Un réglage réglementaire qui change la donne pour le parc locatif
À compter du 1er janvier 2027, la méthode de calcul du Diagnostic de performance énergétique (DPE) évolue : le coefficient utilisé pour convertir l'électricité en énergie primaire passe de 1,9 à 1,7. Ce simple changement de paramètre, publié au Journal officiel le 26 août, ne modifie ni la consommation réelle ni le confort des occupants, mais il améliore mécaniquement la notation énergétique de certains logements chauffés à l'électricité.
Quel impact concret pour propriétaires et bailleurs ?
La traduction réglementaire peut être décisive pour des biens classés F ou G, qui constituent aujourd'hui la principale cible des règles d'exclusion du marché locatif. Selon l'étude d'impact versée au Conseil supérieur de l'énergie, 125 000 logements du parc locatif privé — soit 14 % de ce segment — pourraient, par simple recalcul, sortir de la catégorie des « passoires énergétiques ». Pour des propriétaires qui regardent leur taux de vacance, leurs loyers potentiels ou leur calendrier de mise en conformité, la différence se mesure en mois et en euros.
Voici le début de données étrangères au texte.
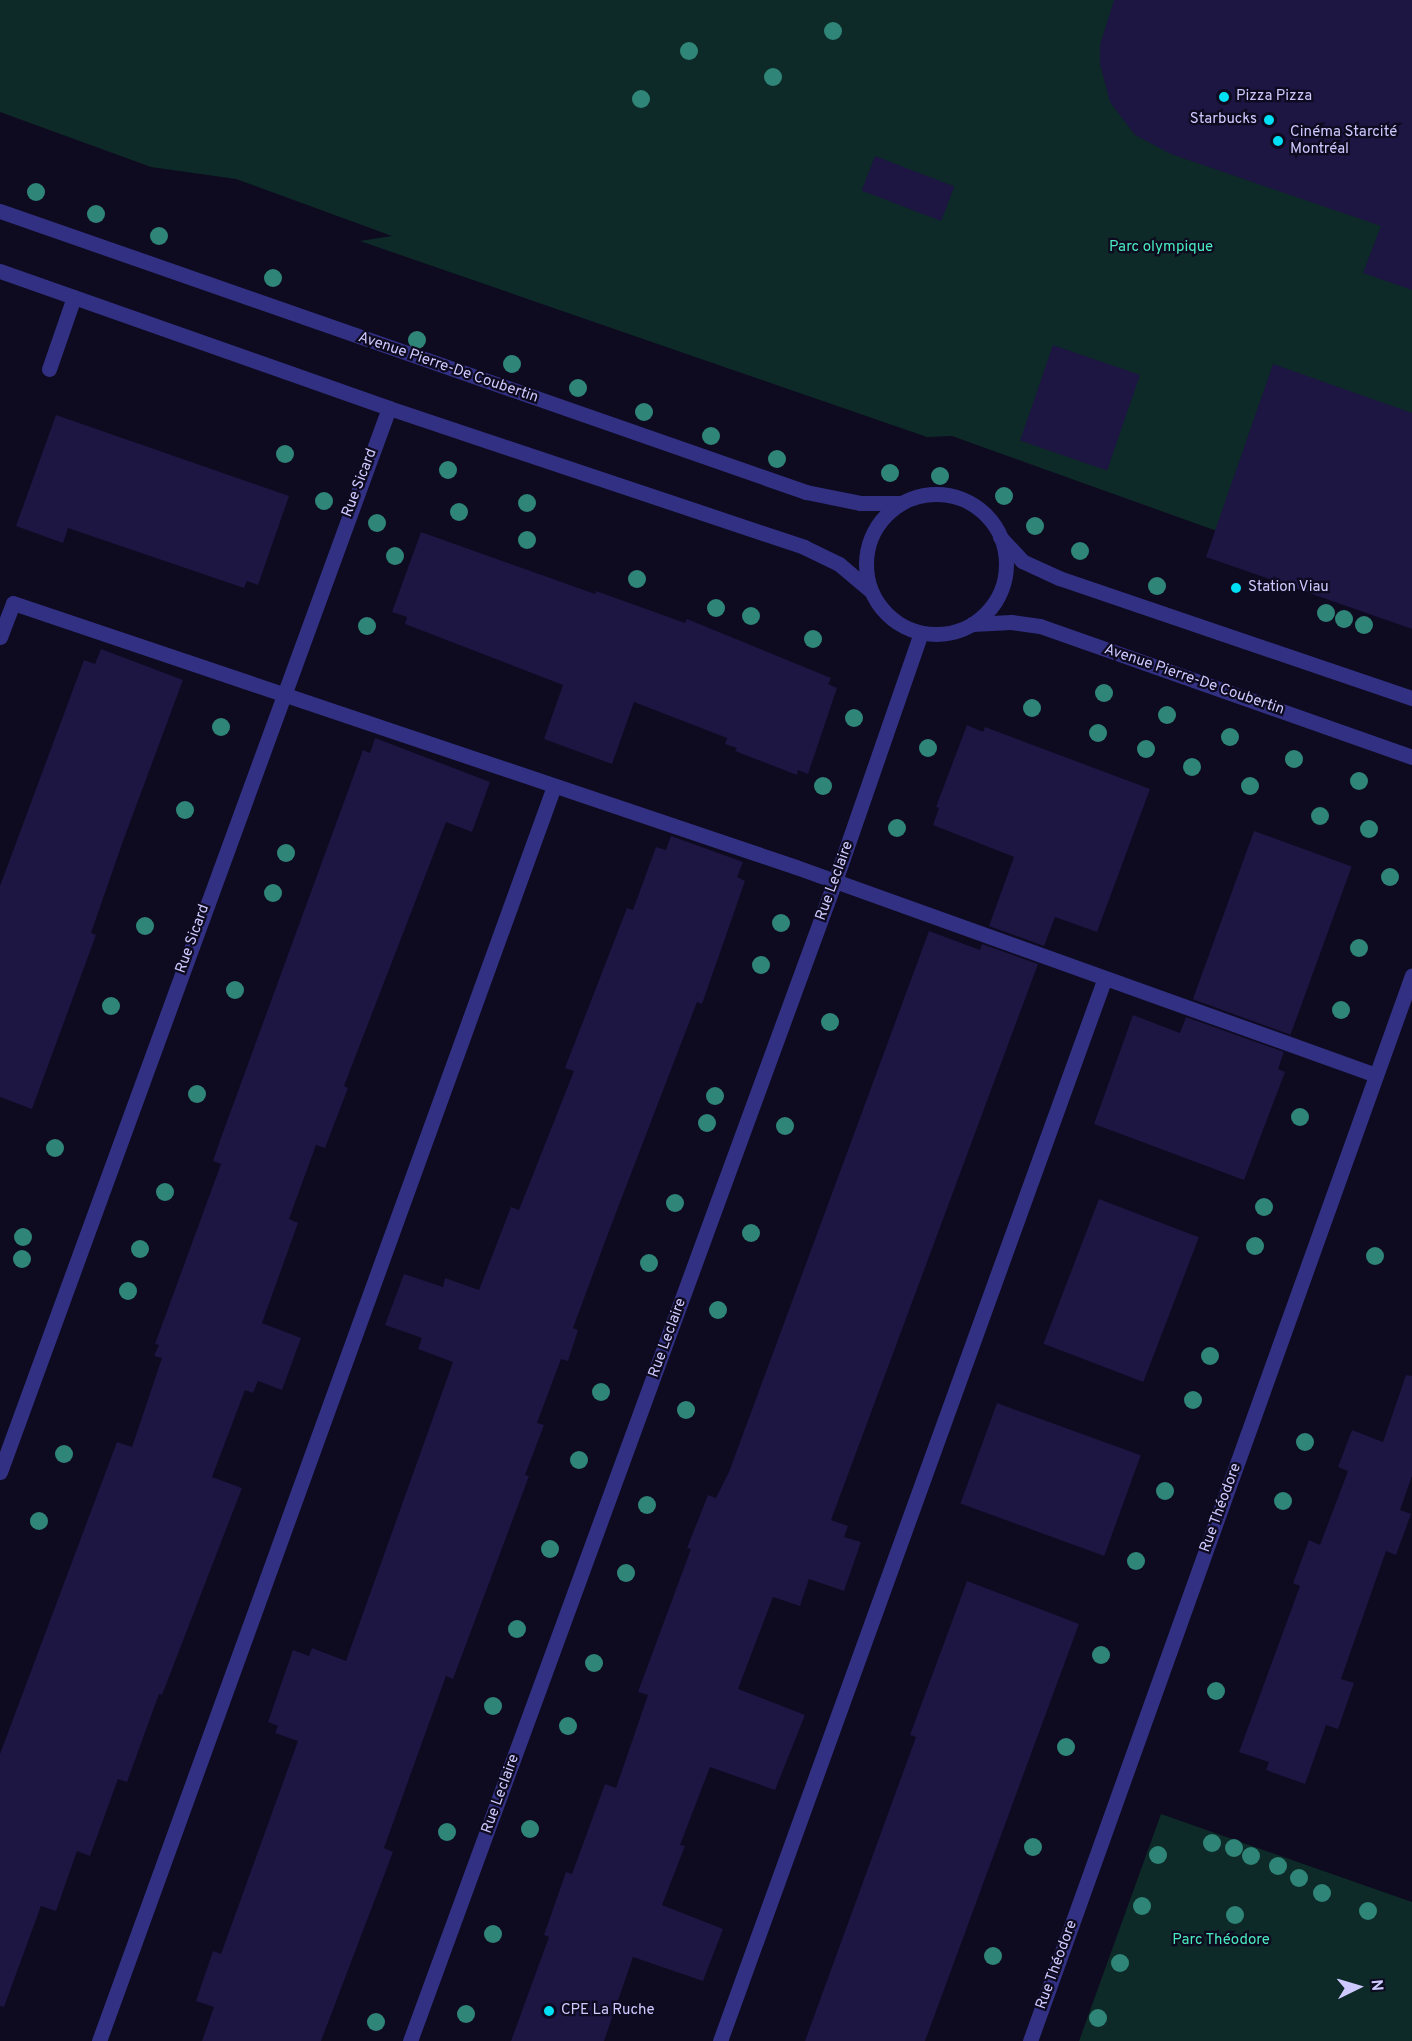 <!DOCTYPE html>
<html>
<head>
<meta charset="utf-8">
<style>
  body { margin:0 }
  #map { position:relative; width:1412px; height:2041px; overflow:hidden; background:#0e0a1f; font-family:Overpass,sans-serif }
  div>[style] { position:absolute }
  .green>* { inset:0; background:#0d2a28 }
  .building>* { inset:0; background:#1d1542; transform-origin:0 0 }
  .minor>* { height:15px; margin:-7.5px; padding:0 7.5px; transform-origin:7.5px; border-radius:7.5px; background:#323083 }
  .minor>.ring { margin:-7.5px; padding:0; box-sizing:content-box; background:none; border:15px solid #323083; border-radius:50% }
  .trees>* { width:18px; height:18px; margin:-9px; border-radius:50%; background:#2f8577 }
  .dots>* { width:16px; height:16px; translate:-50% -50%; box-sizing:border-box; border:3px solid #0e0a1f; border-radius:50% }
  span { translate:-50% -50%; white-space:nowrap; text-align:center; line-height:1.15; -webkit-text-stroke:4.5px #0e0a1f; paint-order:stroke }
  .poi-label { font-size:15px; color:#cec9ff }
  .left { translate:0 -50%; text-align:left }
  .right { translate:-100% -50%; text-align:right }
  .park-label { font-size:15px; color:#4aeabf }
  .street-label { font-size:15px; color:#cec9ff }
  .north { position:absolute; left:1328px; top:1957px; width:60px; height:60px; -webkit-text-stroke:4px #0e0a1f; paint-order:stroke; rotate:85deg; font-size:16px; font-weight:700; line-height:24px; text-align:center; color:#cec9ff }
  .north::after { content:''; display:block; margin:auto; width:21px; height:27px; background:#cec9ff; clip-path:polygon(50% 0,100% 100%,50% 72%,0 100%) }
</style>
</head>
<body>
<div id="map">
  <div class="green">
    <i style="clip-path:polygon(0 0,1412px 0,1412px 601px,952px 436px,927px 437px,360px 241px,392px 236px,236px 179px,151px 167px,0 112px)"></i>
    <i style="clip-path:polygon(1161px 1814px,1412px 1902px,1412px 2041px,1079px 2041px)"></i>
  </div>
  <div class="building">
    <i style="clip-path:polygon(1114px 0,1412px 0,1412px 290px,1363px 273px,1381px 226px,1171px 154px,1135px 135px,1110px 102px,1100px 64px,1100px 45px)"></i>
    <i style="left:875px;top:156px;width:85px;height:37px;rotate:21deg"></i>
    <i style="left:1053px;top:345px;width:92px;height:101px;rotate:19deg"></i>
    <i style="clip-path:polygon(1273px 364px,1412px 413px,1412px 629px,1206px 557px)"></i>
    <i style="clip-path:polygon(56px 415px,289px 496px,258px 585px,247px 581px,244px 588px,68px 528px,63px 543px,16px 526px)"></i>
    <i style="clip-path:polygon(421px 532px,595px 594px,596px 591px,685px 623px,687px 619px,831px 678px,828px 684px,837px 688px,808px 774px,798px 770px,797px 775px,735px 751px,737px 748px,725px 744px,727px 738px,634px 702px,612px 764px,544px 739px,563px 685px,405px 624px,407px 617px,392px 612px)"></i>
    <i style="clip-path:polygon(101px 649px,183px 680px,123px 841px,91px 933px,96px 935px,32px 1109px,0 1097px,0 886px,84px 660px,95px 664px)"></i>
    <i style="clip-path:polygon(967px 725px,983px 732px,985px 727px,1150px 789px,1097px 932px,1055px 917px,1044px 946px,989px 926px,1014px 857px,933px 825px,939px 808px,936px 807px)"></i>
    <i style="clip-path:polygon(375px 738px,490px 782px,472px 832px,446px 822px,344px 1086px,348px 1088px,325px 1148px,316px 1145px,289px 1219px,298px 1223px,262px 1323px,301px 1338px,282px 1390px,258px 1381px,253px 1393px,245px 1390px,212px 1477px,242px 1488px,162px 1695px,159px 1694px,127px 1782px,118px 1779px,90px 1856px,77px 1851px,56px 1911px,41px 1906px,4px 2007px,0 2006px,0 1754px,117px 1442px,132px 1447px,162px 1358px,154px 1356px,159px 1345px,155px 1344px,221px 1164px,213px 1161px,222px 1135px,363px 750px,370px 753px)"></i>
    <i style="left:1254px;top:831px;width:104px;height:179px;rotate:20deg"></i>
    <i style="clip-path:polygon(671px 836px,743px 862px,737px 877px,745px 881px,702px 1004px,697px 1002px,609px 1231px,573px 1328px,578px 1330px,568px 1361px,561px 1359px,537px 1423px,544px 1425px,525px 1475px,529px 1476px,453px 1679px,446px 1676px,384px 1848px,393px 1852px,321px 2041px,202px 2041px,214px 2007px,196px 2001px,213px 1951px,221px 1954px,298px 1741px,275px 1733px,278px 1726px,268px 1722px,293px 1650px,309px 1656px,312px 1648px,346px 1661px,453px 1362px,418px 1349px,422px 1338px,385px 1325px,404px 1274px,443px 1287px,445px 1278px,479px 1290px,511px 1207px,519px 1210px,574px 1071px,565px 1068px,627px 908px,633px 910px,656px 847px,666px 850px)"></i>
    <i style="clip-path:polygon(929px 931px,980px 950px,982px 944px,1038px 964px,831px 1520px,848px 1526px,844px 1537px,861px 1542px,844px 1591px,809px 1579px,800px 1606px,773px 1597px,738px 1689px,805px 1715px,775px 1790px,710px 1767px,680px 1845px,685px 1846px,662px 1905px,723px 1929px,703px 1981px,633px 1957px,604px 2041px,511px 2041px,549px 1937px,544px 1935px,566px 1872px,572px 1874px,605px 1784px,616px 1788px,648px 1695px,638px 1692px,691px 1549px,687px 1548px,708px 1495px,716px 1498px,729px 1472px)"></i>
    <i style="clip-path:polygon(1133px 1015px,1180px 1033px,1186px 1017px,1284px 1052px,1278px 1069px,1285px 1072px,1244px 1180px,1094px 1124px)"></i>
    <i style="left:1099px;top:1199px;width:107px;height:155px;rotate:21deg"></i>
    <i style="clip-path:polygon(1406px 1375px,1412px 1376px,1412px 1476px,1400px 1510px,1411px 1514px,1396px 1555px,1386px 1551px,1341px 1679px,1354px 1683px,1338px 1729px,1326px 1725px,1305px 1784px,1266px 1770px,1269px 1762px,1239px 1752px,1300px 1586px,1293px 1583px,1309px 1540px,1320px 1545px,1348px 1471px,1338px 1467px,1352px 1430px,1383px 1442px)"></i>
    <i style="left:997px;top:1403px;width:153px;height:107px;rotate:20deg"></i>
    <i style="clip-path:polygon(967px 1581px,1079px 1624px,925px 2041px,805px 2041px,916px 1737px,910px 1735px)"></i>
  </div>
  <div class="minor">
    <i style="left:0;top:211px;width:854px;rotate:19.22deg"></i>
    <i style="left:806px;top:492px;width:55px;rotate:11.5deg"></i>
    <i style="left:860px;top:503px;width:41px"></i>
    <i style="left:0;top:271px;width:412px;rotate:19.4deg"></i>
    <i style="left:389px;top:408px;width:438px;rotate:18.5deg"></i>
    <i style="left:804px;top:547px;width:39px;rotate:26deg"></i>
    <i style="left:839px;top:564px;width:42px;rotate:40.2deg"></i>
    <i style="left:49px;top:369px;width:76px;rotate:-70.9deg"></i>
    <i class="ring" style="left:866px;top:494px;width:125px;height:125px"></i>
    <i style="left:1000px;top:537px;width:33px;rotate:47deg"></i>
    <i style="left:1022px;top:561px;width:41px;rotate:24.7deg"></i>
    <i style="left:1059px;top:578px;width:373px;rotate:18.8deg"></i>
    <i style="left:972px;top:624px;width:39px;rotate:-3deg"></i>
    <i style="left:1011px;top:622px;width:29px;rotate:8deg"></i>
    <i style="left:1040px;top:626px;width:394px;rotate:19.4deg"></i>
    <i style="left:0;top:637px;width:36px;rotate:-69deg"></i>
    <i style="left:13px;top:603px;width:826px;rotate:18.63deg"></i>
    <i style="left:796px;top:867px;width:616px;rotate:19.73deg"></i>
    <i style="left:0;top:1472px;width:1133px;rotate:-69.92deg"></i>
    <i style="left:99px;top:2041px;width:1335px;rotate:-70.07deg"></i>
    <i style="left:410px;top:2041px;width:1235px;rotate:-69.88deg"></i>
    <i style="left:835px;top:881px;width:262px;rotate:-70.9deg"></i>
    <i style="left:720px;top:2041px;width:1128px;rotate:-70.1deg"></i>
    <i style="left:1030px;top:2041px;width:1132px;rotate:-70.28deg"></i>
  </div>
  <div class="trees">
    <i style="left:833px;top:31px"></i>
    <i style="left:689px;top:51px"></i>
    <i style="left:773px;top:77px"></i>
    <i style="left:641px;top:99px"></i>
    <i style="left:36px;top:192px"></i>
    <i style="left:96px;top:214px"></i>
    <i style="left:159px;top:236px"></i>
    <i style="left:273px;top:278px"></i>
    <i style="left:417px;top:340px"></i>
    <i style="left:512px;top:364px"></i>
    <i style="left:578px;top:388px"></i>
    <i style="left:644px;top:412px"></i>
    <i style="left:711px;top:436px"></i>
    <i style="left:285px;top:454px"></i>
    <i style="left:777px;top:459px"></i>
    <i style="left:448px;top:470px"></i>
    <i style="left:890px;top:473px"></i>
    <i style="left:940px;top:476px"></i>
    <i style="left:1004px;top:496px"></i>
    <i style="left:324px;top:501px"></i>
    <i style="left:527px;top:503px"></i>
    <i style="left:459px;top:512px"></i>
    <i style="left:377px;top:523px"></i>
    <i style="left:1035px;top:526px"></i>
    <i style="left:527px;top:540px"></i>
    <i style="left:1080px;top:551px"></i>
    <i style="left:395px;top:556px"></i>
    <i style="left:637px;top:579px"></i>
    <i style="left:1157px;top:586px"></i>
    <i style="left:716px;top:608px"></i>
    <i style="left:1326px;top:613px"></i>
    <i style="left:751px;top:616px"></i>
    <i style="left:1344px;top:619px"></i>
    <i style="left:1364px;top:625px"></i>
    <i style="left:367px;top:626px"></i>
    <i style="left:813px;top:639px"></i>
    <i style="left:1104px;top:693px"></i>
    <i style="left:1032px;top:708px"></i>
    <i style="left:1167px;top:715px"></i>
    <i style="left:854px;top:718px"></i>
    <i style="left:221px;top:727px"></i>
    <i style="left:1098px;top:733px"></i>
    <i style="left:1230px;top:737px"></i>
    <i style="left:928px;top:748px"></i>
    <i style="left:1146px;top:749px"></i>
    <i style="left:1294px;top:759px"></i>
    <i style="left:1192px;top:767px"></i>
    <i style="left:1359px;top:781px"></i>
    <i style="left:823px;top:786px"></i>
    <i style="left:1250px;top:786px"></i>
    <i style="left:185px;top:810px"></i>
    <i style="left:1320px;top:816px"></i>
    <i style="left:897px;top:828px"></i>
    <i style="left:1369px;top:829px"></i>
    <i style="left:286px;top:853px"></i>
    <i style="left:1390px;top:877px"></i>
    <i style="left:273px;top:893px"></i>
    <i style="left:781px;top:923px"></i>
    <i style="left:145px;top:926px"></i>
    <i style="left:1359px;top:948px"></i>
    <i style="left:761px;top:965px"></i>
    <i style="left:235px;top:990px"></i>
    <i style="left:111px;top:1006px"></i>
    <i style="left:1341px;top:1010px"></i>
    <i style="left:830px;top:1022px"></i>
    <i style="left:197px;top:1094px"></i>
    <i style="left:715px;top:1096px"></i>
    <i style="left:1300px;top:1117px"></i>
    <i style="left:707px;top:1123px"></i>
    <i style="left:785px;top:1126px"></i>
    <i style="left:55px;top:1148px"></i>
    <i style="left:165px;top:1192px"></i>
    <i style="left:675px;top:1203px"></i>
    <i style="left:1264px;top:1207px"></i>
    <i style="left:751px;top:1233px"></i>
    <i style="left:23px;top:1237px"></i>
    <i style="left:1255px;top:1246px"></i>
    <i style="left:140px;top:1249px"></i>
    <i style="left:1375px;top:1256px"></i>
    <i style="left:22px;top:1259px"></i>
    <i style="left:649px;top:1263px"></i>
    <i style="left:128px;top:1291px"></i>
    <i style="left:718px;top:1310px"></i>
    <i style="left:1210px;top:1356px"></i>
    <i style="left:601px;top:1392px"></i>
    <i style="left:1193px;top:1400px"></i>
    <i style="left:686px;top:1410px"></i>
    <i style="left:1305px;top:1442px"></i>
    <i style="left:64px;top:1454px"></i>
    <i style="left:579px;top:1460px"></i>
    <i style="left:1165px;top:1491px"></i>
    <i style="left:1283px;top:1501px"></i>
    <i style="left:647px;top:1505px"></i>
    <i style="left:39px;top:1521px"></i>
    <i style="left:550px;top:1549px"></i>
    <i style="left:1136px;top:1561px"></i>
    <i style="left:626px;top:1573px"></i>
    <i style="left:517px;top:1629px"></i>
    <i style="left:1101px;top:1655px"></i>
    <i style="left:594px;top:1663px"></i>
    <i style="left:1216px;top:1691px"></i>
    <i style="left:493px;top:1706px"></i>
    <i style="left:568px;top:1726px"></i>
    <i style="left:1066px;top:1747px"></i>
    <i style="left:530px;top:1829px"></i>
    <i style="left:447px;top:1832px"></i>
    <i style="left:1212px;top:1843px"></i>
    <i style="left:1033px;top:1847px"></i>
    <i style="left:1234px;top:1848px"></i>
    <i style="left:1158px;top:1855px"></i>
    <i style="left:1251px;top:1856px"></i>
    <i style="left:1278px;top:1866px"></i>
    <i style="left:1299px;top:1878px"></i>
    <i style="left:1322px;top:1893px"></i>
    <i style="left:1142px;top:1906px"></i>
    <i style="left:1368px;top:1911px"></i>
    <i style="left:1235px;top:1915px"></i>
    <i style="left:493px;top:1934px"></i>
    <i style="left:993px;top:1956px"></i>
    <i style="left:1120px;top:1963px"></i>
    <i style="left:466px;top:2014px"></i>
    <i style="left:1098px;top:2018px"></i>
    <i style="left:376px;top:2022px"></i>
  </div>
  <div class="dots">
    <i style="left:1224px;top:97px;background:#00dff4"></i>
    <i style="left:1269px;top:120px;background:#00dff4"></i>
    <i style="left:1278px;top:141px;background:#00dff4"></i>
    <i style="left:1236px;top:588px;background:#00dff4"></i>
    <i style="left:549px;top:2011px;background:#00dff4"></i>
  </div>
  <div class="poi-label">
    <span class="left" style="left:1236px;top:97px">Pizza Pizza</span>
    <span class="right" style="left:1257px;top:120px">Starbucks</span>
    <span class="left" style="left:1290px;top:141px">Cinéma Starcité<br>Montréal</span>
    <span class="left" style="left:1248px;top:588px">Station Viau</span>
    <span class="left" style="left:561px;top:2011px">CPE La Ruche</span>
  </div>
  <div class="park-label">
    <span style="left:1161px;top:248px">Parc olympique</span>
    <span style="left:1221px;top:1941px">Parc Théodore</span>
  </div>
  <div class="street-label">
    <span style="left:448px;top:368px;rotate:19deg">Avenue Pierre-De Coubertin</span>
    <span style="left:360px;top:483px;rotate:-69deg">Rue Sicard</span>
    <span style="left:1194px;top:680px;rotate:19deg">Avenue Pierre-De Coubertin</span>
    <span style="left:835px;top:881px;rotate:-70deg">Rue Leclaire</span>
    <span style="left:193px;top:939px;rotate:-70deg">Rue Sicard</span>
    <span style="left:668px;top:1338px;rotate:-70deg">Rue Leclaire</span>
    <span style="left:1221px;top:1508px;rotate:-70deg">Rue Théodore</span>
    <span style="left:501px;top:1794px;rotate:-70deg">Rue Leclaire</span>
    <span style="left:1057px;top:1965px;rotate:-70deg">Rue Théodore</span>
  </div>
  <div class="north">N</div>
</div>
</body>
</html>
« Nous allons pouvoir identifier dans nos portefeuilles les logements chauffés à l'électricité classés F ou G, vérifier leur nouvelle étiquette et, lorsqu'ils sortent de la catégorie des passoires, proposer à nouveau leur mise en location », souligne Brice Cardi, président du réseau l'Adresse.
Calendrier réglementaire et effets pratiques
Les interdictions de mise en location s'appliquent selon une chronologie déjà arrêtée : les logements classés G sont déjà exclus de la location ; ceux en F doivent l'être à partir de 2028, et les bâtiments en E à partir de 2034. Le nouveau calcul peut donc offrir un sursis à des propriétaires dont le bien franchit, grâce à la nouvelle conversion, le seuil supérieur d'une classe.
Qui est concerné et comment agir ?
Les premiers bénéficiaires sont les logements chauffés à l'électricité, et plus particulièrement ceux directement sous les seuils de F ou G. Concrètement, pour un logement électrique affichant une consommation proche du seuil, le passage du coefficient réduit le total en énergie primaire et peut faire gagner une ou plusieurs classes DPE, sans travaux.
- Identifier : vérifier l'étiquette actuelle du bien et son mode de chauffage.
- Recalculer : demander un nouveau DPE à partir du 1er janvier 2027 pour connaître la nouvelle note.
- Décider : si le logement sort de la catégorie F/G, le propriétaire peut envisager la remise en location selon les règles en vigueur.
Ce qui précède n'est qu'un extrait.